• _Collected data_
──────

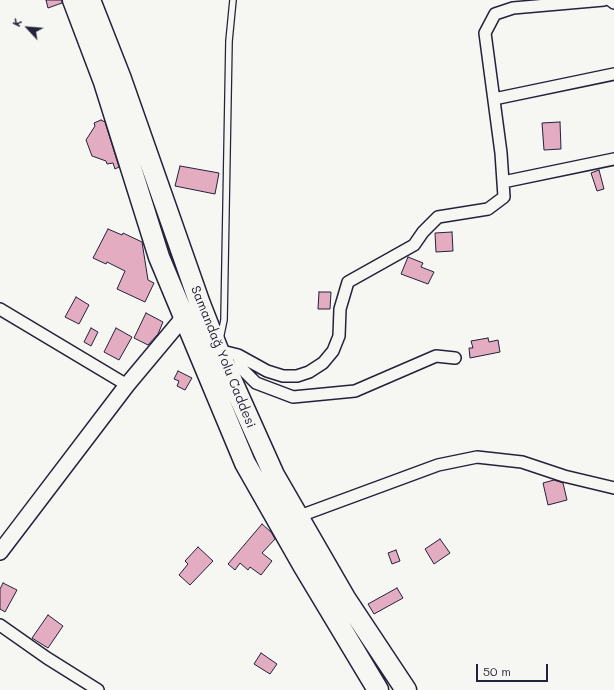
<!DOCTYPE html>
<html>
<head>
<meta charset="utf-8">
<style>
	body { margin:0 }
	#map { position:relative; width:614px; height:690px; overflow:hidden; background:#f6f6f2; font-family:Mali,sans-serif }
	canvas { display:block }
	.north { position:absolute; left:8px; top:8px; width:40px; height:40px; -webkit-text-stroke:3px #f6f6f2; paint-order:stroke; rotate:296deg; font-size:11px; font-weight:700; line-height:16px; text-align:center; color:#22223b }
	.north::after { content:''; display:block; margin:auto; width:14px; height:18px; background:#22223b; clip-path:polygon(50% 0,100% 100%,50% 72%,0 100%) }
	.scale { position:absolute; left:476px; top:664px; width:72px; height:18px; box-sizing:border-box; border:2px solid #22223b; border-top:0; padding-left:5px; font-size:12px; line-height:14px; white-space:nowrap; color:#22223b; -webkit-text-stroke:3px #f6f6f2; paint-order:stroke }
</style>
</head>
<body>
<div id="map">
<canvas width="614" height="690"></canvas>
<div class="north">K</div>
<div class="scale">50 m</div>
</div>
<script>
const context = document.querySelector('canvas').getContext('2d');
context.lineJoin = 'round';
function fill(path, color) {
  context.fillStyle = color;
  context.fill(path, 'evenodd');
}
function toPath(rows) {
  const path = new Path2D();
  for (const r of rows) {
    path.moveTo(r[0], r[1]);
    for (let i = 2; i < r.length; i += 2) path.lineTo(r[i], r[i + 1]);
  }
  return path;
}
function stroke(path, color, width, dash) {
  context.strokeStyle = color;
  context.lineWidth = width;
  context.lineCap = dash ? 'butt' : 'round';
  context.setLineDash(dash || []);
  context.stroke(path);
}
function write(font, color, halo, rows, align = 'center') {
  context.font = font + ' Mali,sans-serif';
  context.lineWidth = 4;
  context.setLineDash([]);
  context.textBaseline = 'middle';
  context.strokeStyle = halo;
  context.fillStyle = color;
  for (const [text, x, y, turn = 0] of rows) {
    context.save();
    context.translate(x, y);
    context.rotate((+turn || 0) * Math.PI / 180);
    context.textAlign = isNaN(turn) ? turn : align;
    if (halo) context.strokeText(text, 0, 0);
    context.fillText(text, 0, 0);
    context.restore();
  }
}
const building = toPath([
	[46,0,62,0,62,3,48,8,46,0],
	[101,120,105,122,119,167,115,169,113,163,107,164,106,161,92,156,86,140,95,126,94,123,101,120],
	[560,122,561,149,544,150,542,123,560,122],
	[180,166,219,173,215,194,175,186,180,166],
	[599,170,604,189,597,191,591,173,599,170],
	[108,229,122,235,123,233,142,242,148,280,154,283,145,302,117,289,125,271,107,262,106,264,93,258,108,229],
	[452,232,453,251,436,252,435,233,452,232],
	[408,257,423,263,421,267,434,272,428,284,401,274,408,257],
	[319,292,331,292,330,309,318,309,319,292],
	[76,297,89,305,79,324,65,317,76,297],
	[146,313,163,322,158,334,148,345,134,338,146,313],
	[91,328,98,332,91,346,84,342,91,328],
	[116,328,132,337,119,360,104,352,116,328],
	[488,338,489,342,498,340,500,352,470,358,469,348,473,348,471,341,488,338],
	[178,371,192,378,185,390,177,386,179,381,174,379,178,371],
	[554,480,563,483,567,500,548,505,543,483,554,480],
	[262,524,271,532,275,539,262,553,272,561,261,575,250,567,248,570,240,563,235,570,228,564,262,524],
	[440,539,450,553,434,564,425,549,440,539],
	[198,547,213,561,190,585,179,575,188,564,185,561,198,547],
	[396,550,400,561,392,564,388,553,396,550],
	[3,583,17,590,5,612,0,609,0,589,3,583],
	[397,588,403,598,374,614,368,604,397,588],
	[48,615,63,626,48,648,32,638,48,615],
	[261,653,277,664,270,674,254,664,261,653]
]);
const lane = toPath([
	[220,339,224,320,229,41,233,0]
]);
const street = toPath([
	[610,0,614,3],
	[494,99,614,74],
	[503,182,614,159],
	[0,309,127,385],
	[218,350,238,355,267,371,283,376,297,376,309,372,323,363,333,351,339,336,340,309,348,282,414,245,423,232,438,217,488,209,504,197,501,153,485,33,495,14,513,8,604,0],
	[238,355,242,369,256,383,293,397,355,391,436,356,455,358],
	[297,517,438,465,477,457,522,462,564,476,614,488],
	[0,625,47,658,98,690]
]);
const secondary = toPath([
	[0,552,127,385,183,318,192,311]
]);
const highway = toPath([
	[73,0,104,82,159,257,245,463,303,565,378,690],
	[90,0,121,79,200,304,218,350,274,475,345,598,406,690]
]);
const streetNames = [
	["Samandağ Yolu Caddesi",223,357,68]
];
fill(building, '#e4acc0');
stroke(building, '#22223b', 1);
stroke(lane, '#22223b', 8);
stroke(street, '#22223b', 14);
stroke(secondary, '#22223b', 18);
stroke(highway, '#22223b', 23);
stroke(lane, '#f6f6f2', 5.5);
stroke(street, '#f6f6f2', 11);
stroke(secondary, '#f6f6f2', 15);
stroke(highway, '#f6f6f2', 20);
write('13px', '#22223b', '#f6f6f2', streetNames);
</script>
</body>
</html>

──────

• _Task details_
Whenever the string "lineWidth" shows up in a line of the entries, copy that line.

• _Result below_
  context.lineWidth = width;
  context.lineWidth = 4;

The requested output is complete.